Entretanto, o que mais me impactou foi ver que a cidade tem um dos piores índices de saneamento básico do Brasil. De acordo com o SNIS 2022, em Rio Branco, apenas 53,6% da população de aproximadamente 365 mil pessoas têm abastecimento de água, 20,7% têm acesso à coleta de esgoto e somente 0,72% têm seu esgoto tratado. Além disso, 56,6% de toda a água captada é perdida, o que representa 52 piscinas olímpicas de água desperdiçada diariamente.
Foi gratificante ver que a SOS Amazônia vem recebendo muitas doações nacionais e internacionais para implantar seus projetos, especialmente com o aumento da atenção global para Amazônia, também impulsionada pela COP30, que ocorrerá no Pará em 2025. Porém, foi desanimador saber que existe total desinteresse dos doadores em incluir saneamento básico nos projetos.

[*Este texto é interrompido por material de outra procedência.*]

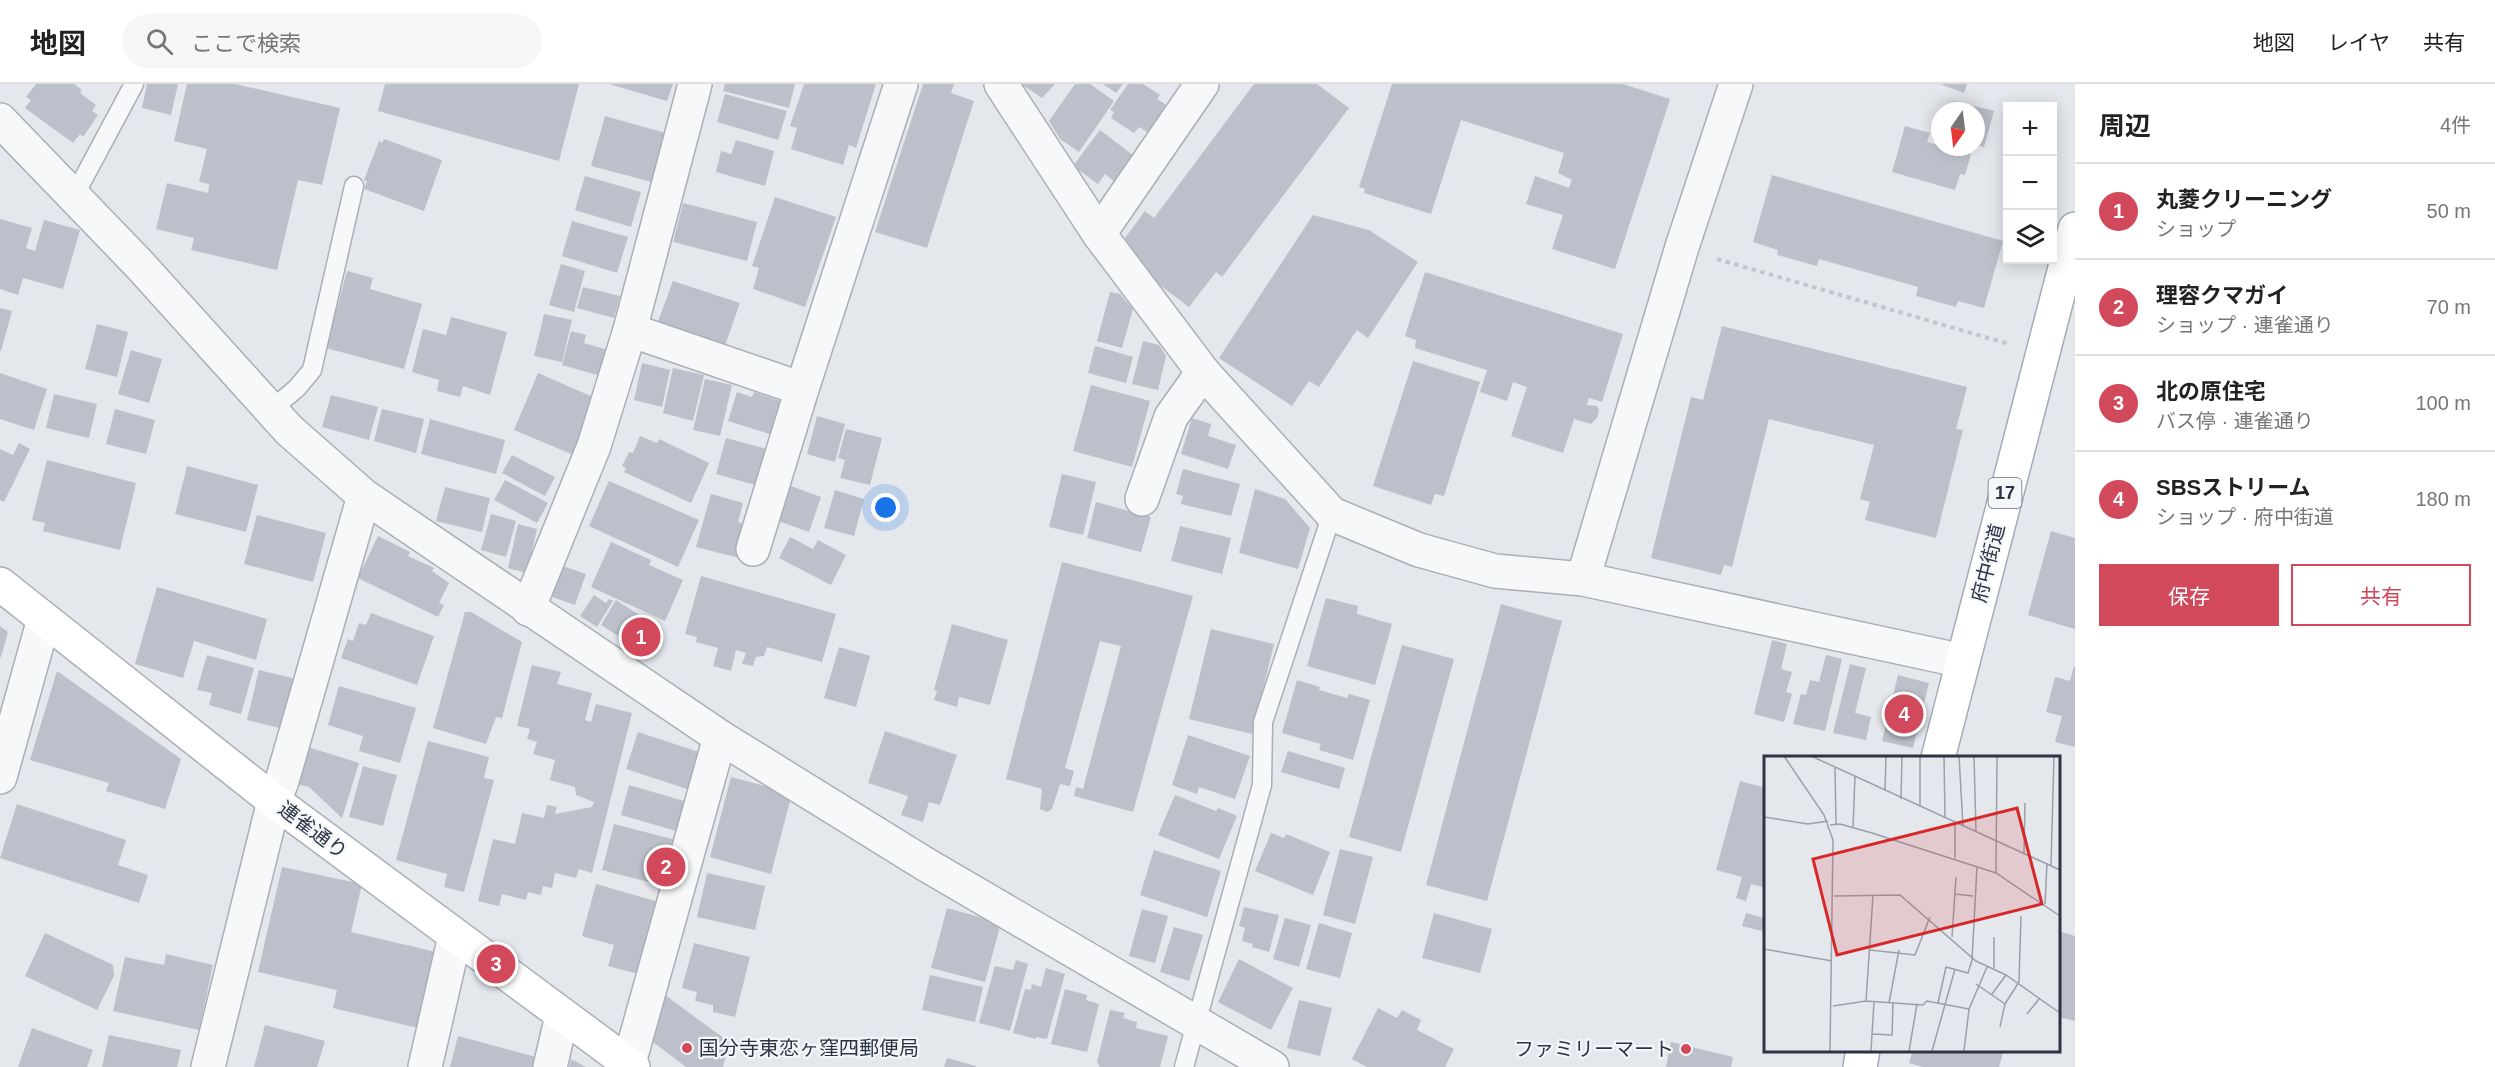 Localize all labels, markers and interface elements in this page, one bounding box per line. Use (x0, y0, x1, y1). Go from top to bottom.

Essa realidade reflete o pensamento fragmentado e reducionista que predomina no mundo dos negócios, filantropia e investimentos ao redor do mundo, sejam eles com ou sem fins lucrativos. Não temos mais tempo para abordar desafios complexos e sistêmicos de forma fragmentada, pois não promoveremos mudanças reais nos territórios investidos. Estamos nos iludindo ao pensar que protegeremos a Floresta Amazônica sem proteger suas águas e as pessoas que nela habitam. Precisamos estruturar novos modelos e projetos de restauração e conservação que incluam o saneamento básico na equação, se quisermos alcançar os impactos desejados. O Acre tem pressa.